Which expressions are gauge invariant and can therefore correspond to
physically meaningful quantities? We know that the simplest such
expressions are Wilson loops, group characters evaluated at the
holonomy around loops.

Consider Figure~\ref{fig_triangle}. It shows a triangle $(1,2,3)$
labeled in two ways. The inner triangle is labeled by a functor
$F\colon\sym{C}^{V,E}\to\sym{G}^G$, the outer one by $\tilde F$. We
have set $g_{ij}:=Fe_{ij}$ where $e_{ij}$ are the edges such that
$s(e_{ij})=i$ and $t(e_{ij})=j$ and similarly $\tilde g_{ij}:=\tilde
Fe_{ij}$. The figure contains three commutative squares of the
form~\eqref{eq_natlgt}. Commutativity implies that
\begin{equation}
  \alignidx{{\tilde g}_{12}{\tilde g}_{23}{\tilde g}_{13}^{-1} =
    \eta_1^{-1}g_{12}g_{23}g_{13}^{-1}\eta_1},
\end{equation}
so that any group character of the holonomy,
$\chi(\alignidx{g_{12}g_{23}g_{13}^{-1}})$, is a gauge invariant
quantity.

Of course, in standard lattice gauge theory, the properties mentioned
so far are much easier to verify in direct computations. The category
theoretic language presented here, however, provides a structural
framework which would have allowed us to derive all these properties
in a systematic fashion even if we had not known them in advance. We
will exploit this conceptual advantage when we generalize lattice
gauge theory to the next level, colouring both edges and faces with
dynamical variables. In Section~\ref{sect_construction}, we will
encounter the higher level analogues of all the diagrams used here.
Without any help from category theory it would hardly be possible to
guess the appropriate assignment of variables and the relevant
symmetries.

Our plan for the following section is to review suitable generalizations
for the notions of category, functor and natural transformation in
order to pass on to the next level, including interesting examples for
which we can perform explicit computations. The higher level
generalizations are known as $2$-categories, $2$-functors, \etc.

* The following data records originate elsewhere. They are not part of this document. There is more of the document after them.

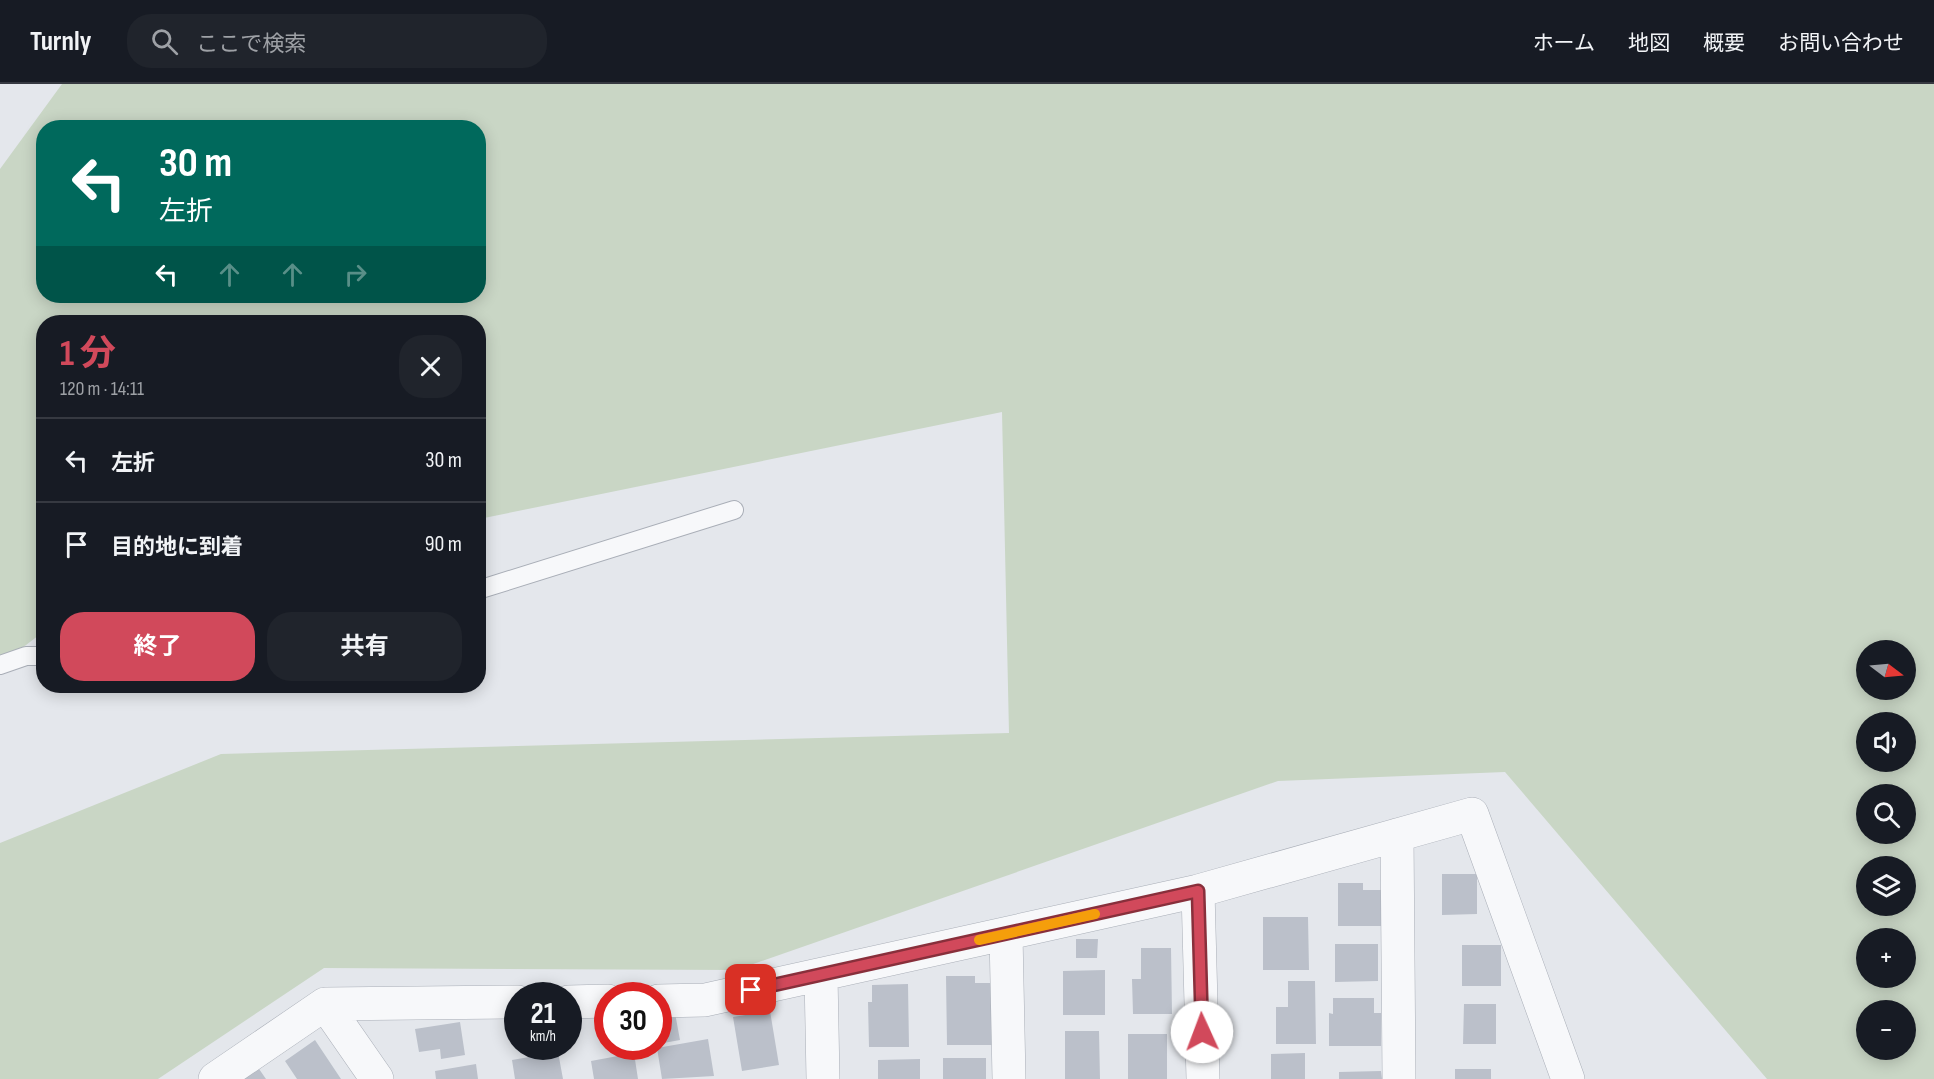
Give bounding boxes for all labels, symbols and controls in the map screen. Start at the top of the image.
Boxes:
search box [127,14,547,68]
text: Turnly [30,25,91,58]
icon: search [148,25,181,58]
text: ここで検索 [196,31,306,58]
text: ホーム [1533,31,1595,56]
text: 地図 [1628,31,1670,56]
text: 概要 [1703,31,1745,56]
text: お問い合わせ [1778,31,1904,56]
text: 30 m [159,138,232,189]
icon: left [60,144,138,222]
text: 左折 [159,196,213,228]
icon: left [150,258,183,291]
icon: ahead [213,258,246,291]
icon: ahead [276,258,309,291]
icon: right [339,258,372,291]
text: 1 分 [60,333,116,376]
button: close [399,335,462,398]
text: 120 m · 14:11 [60,377,144,401]
icon: left [60,444,93,477]
text: 30 m [425,447,462,474]
text: 左折 [111,450,155,477]
icon: arrive [60,528,93,561]
text: 90 m [425,531,462,558]
text: 目的地に到着 [111,534,243,561]
button: 終了 [60,612,255,681]
button: 共有 [267,612,462,681]
north arrow [1856,640,1916,700]
map controls [1856,640,1916,1060]
button: sound [1856,712,1916,772]
button: search [1856,784,1916,844]
button: layers [1856,856,1916,916]
button: + [1856,928,1916,988]
pin [725,964,776,1015]
icon: arrive [734,973,767,1006]
speed limit sign: 30 [594,982,672,1060]
text: 21 [531,996,555,1032]
position arrow [1170,1000,1234,1064]
button: − [1856,1000,1916,1060]
text: km/h [530,1027,556,1046]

% ==============================================================================
%
\section{Mathematical background}
%
% ==============================================================================
\label{sect_background}

%------------------------------------------------------------------------------
\subsection{The Eckmann--Hilton argument}
%------------------------------------------------------------------------------
\label{sect_eckmann}

\begin{figure}[t]
\begin{center}
\input{pstex/figure_2.pstex_t}
\end{center}
\caption{\label{fig_eckmann}%
  (a) Horizontal composition of faces is denoted by a dot
  ($\cdot$). (b)~Vertical composition is indicated by a little circle
  ($\circ$) which is read from left to right in our equations. (c)
  Parentheses are not necessary provided the exchange
  law~\eqref{eq_exchange} holds.}
\end{figure}

Let us first review the argument of Eckmann and Hilton~\cite{EcHi62}
which explains why we are forced to use Abelian groups as long as we
colour only the faces.

We assume that the plaquettes of the lattice are labeled by the
elements $f\in G$ of some algebraic structure $G$. We further assume
that there are two composition laws as illustrated in
Figure~\ref{fig_eckmann}. \emph{Horizontal composition} is denoted by
a dot ($\cdot$), \emph{vertical composition} by a circle
($\circ$). Finally, we assume that both compositions have two-sided
units, denoted by $1_\cdot$ and $1_\circ$. On larger lattices, there
will occur mixed compositions such as that shown in
Figure~\ref{fig_eckmann}(c). We require that this composition is well
defined without parentheses, \ie\ it does not depend on the ordering
by which horizontal and vertical compositions are performed. This
means that the \emph{exchange law},
\begin{equation}
\label{eq_exchange}
  (f_1\cdot f_2)\circ (f_1^\prime\cdot f_2^\prime)
  = (f_1\circ f_1^\prime)\cdot(f_2\circ f_2^\prime),
\end{equation}
is satisfied.

This implies first that the units actually agree because
\begin{equation}
  1_\circ = 1_\circ\circ 1_\circ=(1_\circ\cdot 1_\cdot)\circ(1_\cdot\cdot 1_\circ)
  = (1_\circ\circ 1_\cdot)\cdot(1_\cdot\circ 1_\circ)
  = 1_\cdot\cdot 1_\cdot=1_\cdot
\end{equation}
Therefore we can write $1=1_\cdot=1_\circ$. The exchange law further
implies that both compositions agree because for any $f,g\in G$,
\begin{equation}
  f\cdot g = (f\circ 1)\cdot (1\circ g)=(f\cdot 1)\circ (1\cdot g)
  =f\circ g,
\end{equation}
and finally that this composition is Abelian,
\begin{equation}
\label{eq_abelian}
  f\cdot g = (1\circ f)\cdot (g\circ 1)=(1\cdot g)\circ (f\cdot 1)
  = g\circ f = g\cdot f.
\end{equation}
Drawing the diagrams corresponding to~\eqref{eq_abelian}, it becomes
obvious that the two-dimensionality of the situation allows $f$ and
$g$ to move around in the plane and thereby to change places.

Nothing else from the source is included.